Work required: The entries below are to be reproduced in full, exactly as written.

Extracted information:
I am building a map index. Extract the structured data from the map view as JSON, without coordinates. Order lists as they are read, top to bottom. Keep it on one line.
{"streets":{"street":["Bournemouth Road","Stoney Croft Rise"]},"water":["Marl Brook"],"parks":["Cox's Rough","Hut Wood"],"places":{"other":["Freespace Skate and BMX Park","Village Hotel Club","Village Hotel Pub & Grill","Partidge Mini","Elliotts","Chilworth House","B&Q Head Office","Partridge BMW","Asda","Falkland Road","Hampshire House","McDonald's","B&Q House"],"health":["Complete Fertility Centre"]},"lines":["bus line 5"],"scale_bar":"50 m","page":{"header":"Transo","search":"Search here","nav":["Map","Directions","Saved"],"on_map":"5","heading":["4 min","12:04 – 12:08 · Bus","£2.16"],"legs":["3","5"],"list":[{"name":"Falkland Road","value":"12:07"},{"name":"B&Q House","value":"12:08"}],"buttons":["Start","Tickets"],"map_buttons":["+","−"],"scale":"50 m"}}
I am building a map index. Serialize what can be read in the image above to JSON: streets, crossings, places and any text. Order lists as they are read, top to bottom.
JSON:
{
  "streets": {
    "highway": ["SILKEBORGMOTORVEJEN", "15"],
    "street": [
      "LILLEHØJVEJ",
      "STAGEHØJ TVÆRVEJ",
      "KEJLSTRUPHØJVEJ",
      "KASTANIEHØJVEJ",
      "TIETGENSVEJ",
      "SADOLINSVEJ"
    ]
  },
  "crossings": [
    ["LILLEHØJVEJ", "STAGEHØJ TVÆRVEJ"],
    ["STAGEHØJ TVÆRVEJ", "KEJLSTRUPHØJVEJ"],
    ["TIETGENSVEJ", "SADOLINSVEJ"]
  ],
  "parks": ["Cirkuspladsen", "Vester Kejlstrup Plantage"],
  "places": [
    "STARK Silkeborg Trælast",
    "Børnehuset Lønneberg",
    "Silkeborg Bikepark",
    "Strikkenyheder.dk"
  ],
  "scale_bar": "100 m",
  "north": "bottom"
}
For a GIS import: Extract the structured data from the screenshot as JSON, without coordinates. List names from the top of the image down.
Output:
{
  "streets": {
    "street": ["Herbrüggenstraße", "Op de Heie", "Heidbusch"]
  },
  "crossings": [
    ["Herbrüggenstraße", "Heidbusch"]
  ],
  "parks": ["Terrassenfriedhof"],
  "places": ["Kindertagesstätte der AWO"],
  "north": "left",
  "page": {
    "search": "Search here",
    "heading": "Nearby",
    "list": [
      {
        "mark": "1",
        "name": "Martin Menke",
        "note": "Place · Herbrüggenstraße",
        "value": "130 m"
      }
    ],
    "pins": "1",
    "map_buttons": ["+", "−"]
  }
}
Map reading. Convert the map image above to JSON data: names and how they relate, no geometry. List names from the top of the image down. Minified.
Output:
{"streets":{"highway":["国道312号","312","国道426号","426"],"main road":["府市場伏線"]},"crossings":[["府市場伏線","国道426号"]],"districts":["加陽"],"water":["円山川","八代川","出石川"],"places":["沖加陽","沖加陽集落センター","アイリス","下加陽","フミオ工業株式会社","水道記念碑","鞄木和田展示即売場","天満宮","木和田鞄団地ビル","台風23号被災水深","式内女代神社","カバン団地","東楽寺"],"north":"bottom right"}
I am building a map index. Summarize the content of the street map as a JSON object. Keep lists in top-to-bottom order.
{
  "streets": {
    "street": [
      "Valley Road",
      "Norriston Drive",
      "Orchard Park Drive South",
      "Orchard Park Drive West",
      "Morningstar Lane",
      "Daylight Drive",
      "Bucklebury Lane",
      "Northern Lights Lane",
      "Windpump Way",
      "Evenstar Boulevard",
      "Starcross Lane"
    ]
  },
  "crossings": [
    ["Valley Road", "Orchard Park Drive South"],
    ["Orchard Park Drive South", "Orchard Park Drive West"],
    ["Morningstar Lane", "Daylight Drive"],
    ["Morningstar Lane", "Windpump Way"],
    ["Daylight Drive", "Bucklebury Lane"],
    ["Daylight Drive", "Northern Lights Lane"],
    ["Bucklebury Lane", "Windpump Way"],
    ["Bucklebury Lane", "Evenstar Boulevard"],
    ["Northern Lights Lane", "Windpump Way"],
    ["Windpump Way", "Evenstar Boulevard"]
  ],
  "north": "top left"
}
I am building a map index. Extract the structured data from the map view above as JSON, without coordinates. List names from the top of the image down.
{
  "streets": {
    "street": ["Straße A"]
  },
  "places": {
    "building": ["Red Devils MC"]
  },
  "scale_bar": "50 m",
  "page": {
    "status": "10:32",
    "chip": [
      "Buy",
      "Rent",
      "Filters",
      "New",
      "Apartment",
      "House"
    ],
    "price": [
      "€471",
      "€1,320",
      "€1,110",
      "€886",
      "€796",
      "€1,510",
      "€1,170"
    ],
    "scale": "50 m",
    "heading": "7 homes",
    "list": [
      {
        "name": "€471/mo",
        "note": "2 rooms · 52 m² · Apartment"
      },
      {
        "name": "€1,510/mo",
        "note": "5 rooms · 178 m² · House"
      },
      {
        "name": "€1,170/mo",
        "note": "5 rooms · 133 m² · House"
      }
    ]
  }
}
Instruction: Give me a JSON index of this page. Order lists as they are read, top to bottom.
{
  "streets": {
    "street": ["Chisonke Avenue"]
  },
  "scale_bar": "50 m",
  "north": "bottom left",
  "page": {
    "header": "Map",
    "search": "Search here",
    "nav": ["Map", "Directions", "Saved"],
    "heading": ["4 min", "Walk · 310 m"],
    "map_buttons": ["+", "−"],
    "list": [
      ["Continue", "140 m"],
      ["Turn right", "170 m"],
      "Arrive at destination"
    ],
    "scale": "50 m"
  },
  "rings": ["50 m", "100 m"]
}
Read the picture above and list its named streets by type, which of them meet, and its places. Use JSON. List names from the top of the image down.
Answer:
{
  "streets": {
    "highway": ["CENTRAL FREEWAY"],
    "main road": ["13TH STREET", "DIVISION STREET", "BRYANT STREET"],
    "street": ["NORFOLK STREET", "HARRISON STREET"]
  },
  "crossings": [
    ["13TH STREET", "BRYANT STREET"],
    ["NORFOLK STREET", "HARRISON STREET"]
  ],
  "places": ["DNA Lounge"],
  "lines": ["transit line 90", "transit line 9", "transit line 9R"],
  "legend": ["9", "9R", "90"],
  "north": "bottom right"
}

Answer section:
I am building a map index. Extract the structured data from the map view as JSON, without coordinates. Order lists as they are read, top to bottom. Keep it on one line.
{"streets":{"street":["Bournemouth Road","Stoney Croft Rise"]},"water":["Marl Brook"],"parks":["Cox's Rough","Hut Wood"],"places":{"other":["Freespace Skate and BMX Park","Village Hotel Club","Village Hotel Pub & Grill","Partidge Mini","Elliotts","Chilworth House","B&Q Head Office","Partridge BMW","Asda","Falkland Road","Hampshire House","McDonald's","B&Q House"],"health":["Complete Fertility Centre"]},"lines":["bus line 5"],"scale_bar":"50 m","page":{"header":"Transo","search":"Search here","nav":["Map","Directions","Saved"],"on_map":"5","heading":["4 min","12:04 – 12:08 · Bus","£2.16"],"legs":["3","5"],"list":[{"name":"Falkland Road","value":"12:07"},{"name":"B&Q House","value":"12:08"}],"buttons":["Start","Tickets"],"map_buttons":["+","−"],"scale":"50 m"}}
I am building a map index. Serialize what can be read in the image above to JSON: streets, crossings, places and any text. Order lists as they are read, top to bottom.
JSON:
{
  "streets": {
    "highway": ["SILKEBORGMOTORVEJEN", "15"],
    "street": [
      "LILLEHØJVEJ",
      "STAGEHØJ TVÆRVEJ",
      "KEJLSTRUPHØJVEJ",
      "KASTANIEHØJVEJ",
      "TIETGENSVEJ",
      "SADOLINSVEJ"
    ]
  },
  "crossings": [
    ["LILLEHØJVEJ", "STAGEHØJ TVÆRVEJ"],
    ["STAGEHØJ TVÆRVEJ", "KEJLSTRUPHØJVEJ"],
    ["TIETGENSVEJ", "SADOLINSVEJ"]
  ],
  "parks": ["Cirkuspladsen", "Vester Kejlstrup Plantage"],
  "places": [
    "STARK Silkeborg Trælast",
    "Børnehuset Lønneberg",
    "Silkeborg Bikepark",
    "Strikkenyheder.dk"
  ],
  "scale_bar": "100 m",
  "north": "bottom"
}
For a GIS import: Extract the structured data from the screenshot as JSON, without coordinates. List names from the top of the image down.
Output:
{
  "streets": {
    "street": ["Herbrüggenstraße", "Op de Heie", "Heidbusch"]
  },
  "crossings": [
    ["Herbrüggenstraße", "Heidbusch"]
  ],
  "parks": ["Terrassenfriedhof"],
  "places": ["Kindertagesstätte der AWO"],
  "north": "left",
  "page": {
    "search": "Search here",
    "heading": "Nearby",
    "list": [
      {
        "mark": "1",
        "name": "Martin Menke",
        "note": "Place · Herbrüggenstraße",
        "value": "130 m"
      }
    ],
    "pins": "1",
    "map_buttons": ["+", "−"]
  }
}
Map reading. Convert the map image above to JSON data: names and how they relate, no geometry. List names from the top of the image down. Minified.
Output:
{"streets":{"highway":["国道312号","312","国道426号","426"],"main road":["府市場伏線"]},"crossings":[["府市場伏線","国道426号"]],"districts":["加陽"],"water":["円山川","八代川","出石川"],"places":["沖加陽","沖加陽集落センター","アイリス","下加陽","フミオ工業株式会社","水道記念碑","鞄木和田展示即売場","天満宮","木和田鞄団地ビル","台風23号被災水深","式内女代神社","カバン団地","東楽寺"],"north":"bottom right"}
I am building a map index. Summarize the content of the street map as a JSON object. Keep lists in top-to-bottom order.
{
  "streets": {
    "street": [
      "Valley Road",
      "Norriston Drive",
      "Orchard Park Drive South",
      "Orchard Park Drive West",
      "Morningstar Lane",
      "Daylight Drive",
      "Bucklebury Lane",
      "Northern Lights Lane",
      "Windpump Way",
      "Evenstar Boulevard",
      "Starcross Lane"
    ]
  },
  "crossings": [
    ["Valley Road", "Orchard Park Drive South"],
    ["Orchard Park Drive South", "Orchard Park Drive West"],
    ["Morningstar Lane", "Daylight Drive"],
    ["Morningstar Lane", "Windpump Way"],
    ["Daylight Drive", "Bucklebury Lane"],
    ["Daylight Drive", "Northern Lights Lane"],
    ["Bucklebury Lane", "Windpump Way"],
    ["Bucklebury Lane", "Evenstar Boulevard"],
    ["Northern Lights Lane", "Windpump Way"],
    ["Windpump Way", "Evenstar Boulevard"]
  ],
  "north": "top left"
}
I am building a map index. Extract the structured data from the map view above as JSON, without coordinates. List names from the top of the image down.
{
  "streets": {
    "street": ["Straße A"]
  },
  "places": {
    "building": ["Red Devils MC"]
  },
  "scale_bar": "50 m",
  "page": {
    "status": "10:32",
    "chip": [
      "Buy",
      "Rent",
      "Filters",
      "New",
      "Apartment",
      "House"
    ],
    "price": [
      "€471",
      "€1,320",
      "€1,110",
      "€886",
      "€796",
      "€1,510",
      "€1,170"
    ],
    "scale": "50 m",
    "heading": "7 homes",
    "list": [
      {
        "name": "€471/mo",
        "note": "2 rooms · 52 m² · Apartment"
      },
      {
        "name": "€1,510/mo",
        "note": "5 rooms · 178 m² · House"
      },
      {
        "name": "€1,170/mo",
        "note": "5 rooms · 133 m² · House"
      }
    ]
  }
}
Instruction: Give me a JSON index of this page. Order lists as they are read, top to bottom.
{
  "streets": {
    "street": ["Chisonke Avenue"]
  },
  "scale_bar": "50 m",
  "north": "bottom left",
  "page": {
    "header": "Map",
    "search": "Search here",
    "nav": ["Map", "Directions", "Saved"],
    "heading": ["4 min", "Walk · 310 m"],
    "map_buttons": ["+", "−"],
    "list": [
      ["Continue", "140 m"],
      ["Turn right", "170 m"],
      "Arrive at destination"
    ],
    "scale": "50 m"
  },
  "rings": ["50 m", "100 m"]
}
Read the picture above and list its named streets by type, which of them meet, and its places. Use JSON. List names from the top of the image down.
Answer:
{
  "streets": {
    "highway": ["CENTRAL FREEWAY"],
    "main road": ["13TH STREET", "DIVISION STREET", "BRYANT STREET"],
    "street": ["NORFOLK STREET", "HARRISON STREET"]
  },
  "crossings": [
    ["13TH STREET", "BRYANT STREET"],
    ["NORFOLK STREET", "HARRISON STREET"]
  ],
  "places": ["DNA Lounge"],
  "lines": ["transit line 90", "transit line 9", "transit line 9R"],
  "legend": ["9", "9R", "90"],
  "north": "bottom right"
}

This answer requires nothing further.